Ministers announced an agreement to increase output in July and August by 648,000 barrels a day in July and August.
Gas prices in the U.S. saw another spike heading into the Memorial Day holiday, while across the Atlantic, European Union members reached an agreement on banning Russian oil imports in response to the country’s invasion of Ukraine. As recently as earlier Thursday morning, U.S. prices hit another record average high of $4.71 a gallon.
The move represents a reversal after the oil-producing nations had previously refused to budge on output, even after oil prices soared following Russia’s invasion of Ukraine. On May 5, its second most recent meeting, OPEC+ announced it would stick to the 400,000-barrel figure in the wake of the initial EU sanction announcements.

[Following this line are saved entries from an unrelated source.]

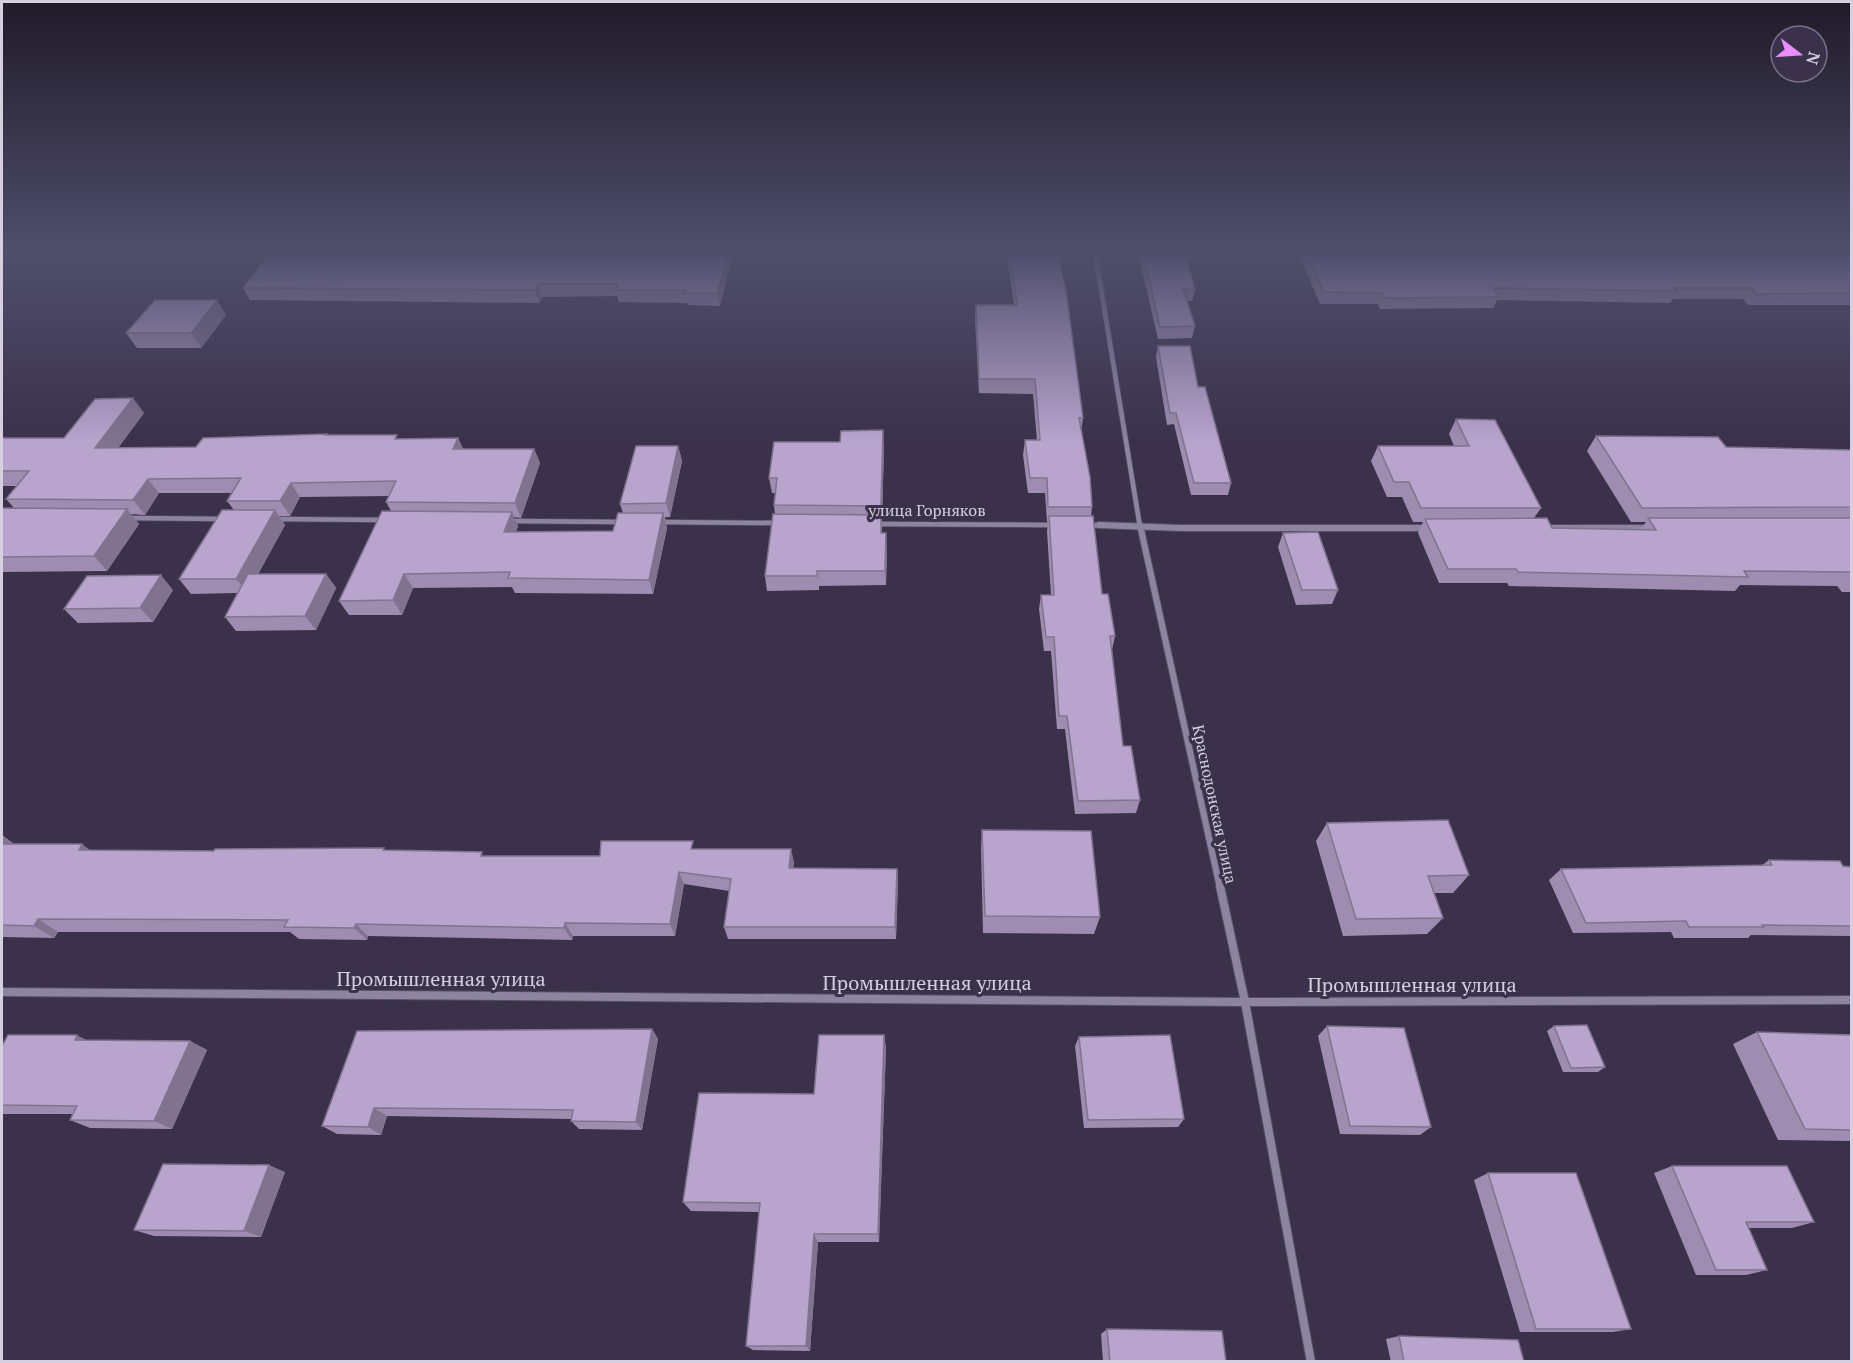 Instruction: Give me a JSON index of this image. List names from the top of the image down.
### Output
{
  "streets": {
    "street": ["улица Горняков", "Краснодонская улица", "Промышленная улица"]
  },
  "crossings": [
    ["Краснодонская улица", "Промышленная улица"]
  ],
  "north": "right"
} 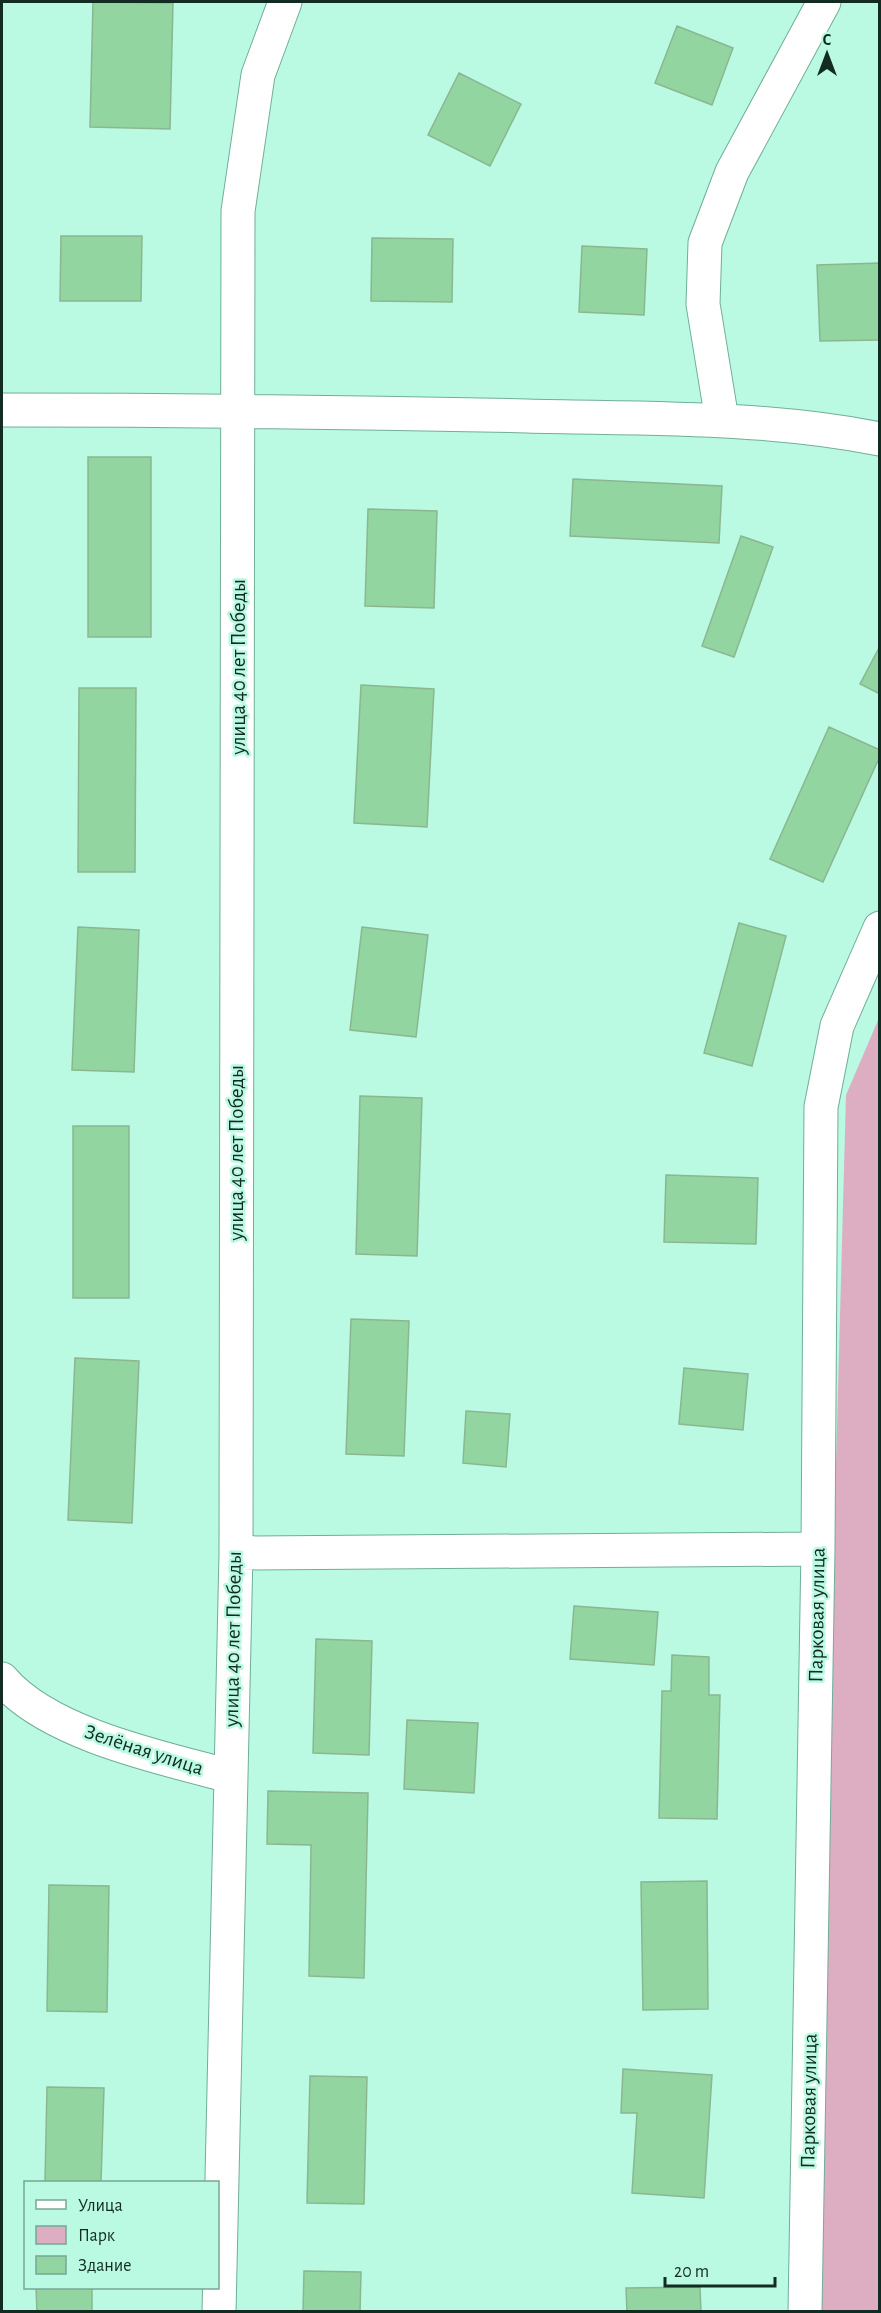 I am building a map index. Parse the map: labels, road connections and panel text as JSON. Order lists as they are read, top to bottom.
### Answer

Russia, a member of the OPEC+ bloc of oil-producing countries that are aligned with OPEC but not members, has also seen its production fall amid international sanctions. Russia is the world’s third-largest oil producer, behind the U.S. and Saudi Arabia. OPEC+ data indicated crude production in Russia fell by nearly 9 percent in April, before the EU announcement but after numerous international sanctions, including an American import ban.
The Biden administration had previously appealed to Saudi Arabia, the de facto leader of OPEC, to produce more to handle the energy crunch in the U.S., but to no avail.
White House press secretary Karin Jean-Pierre said in a statement Thursday the U.S. “welcomes” the news.
“This announcement accelerates the end of the current quota arrangement that has been in place since July of last year and brings forward the monthly production increase that was previously planned to take place in September,” she said.
It remains to be seen how the increase will affect gas prices, if at all. Saudi officials argued in May an increase would have no effect. Energy Minister Abdulaziz bin Salman, defending that month’s smaller increase, said there remain “physical impediments that no producer can solve.”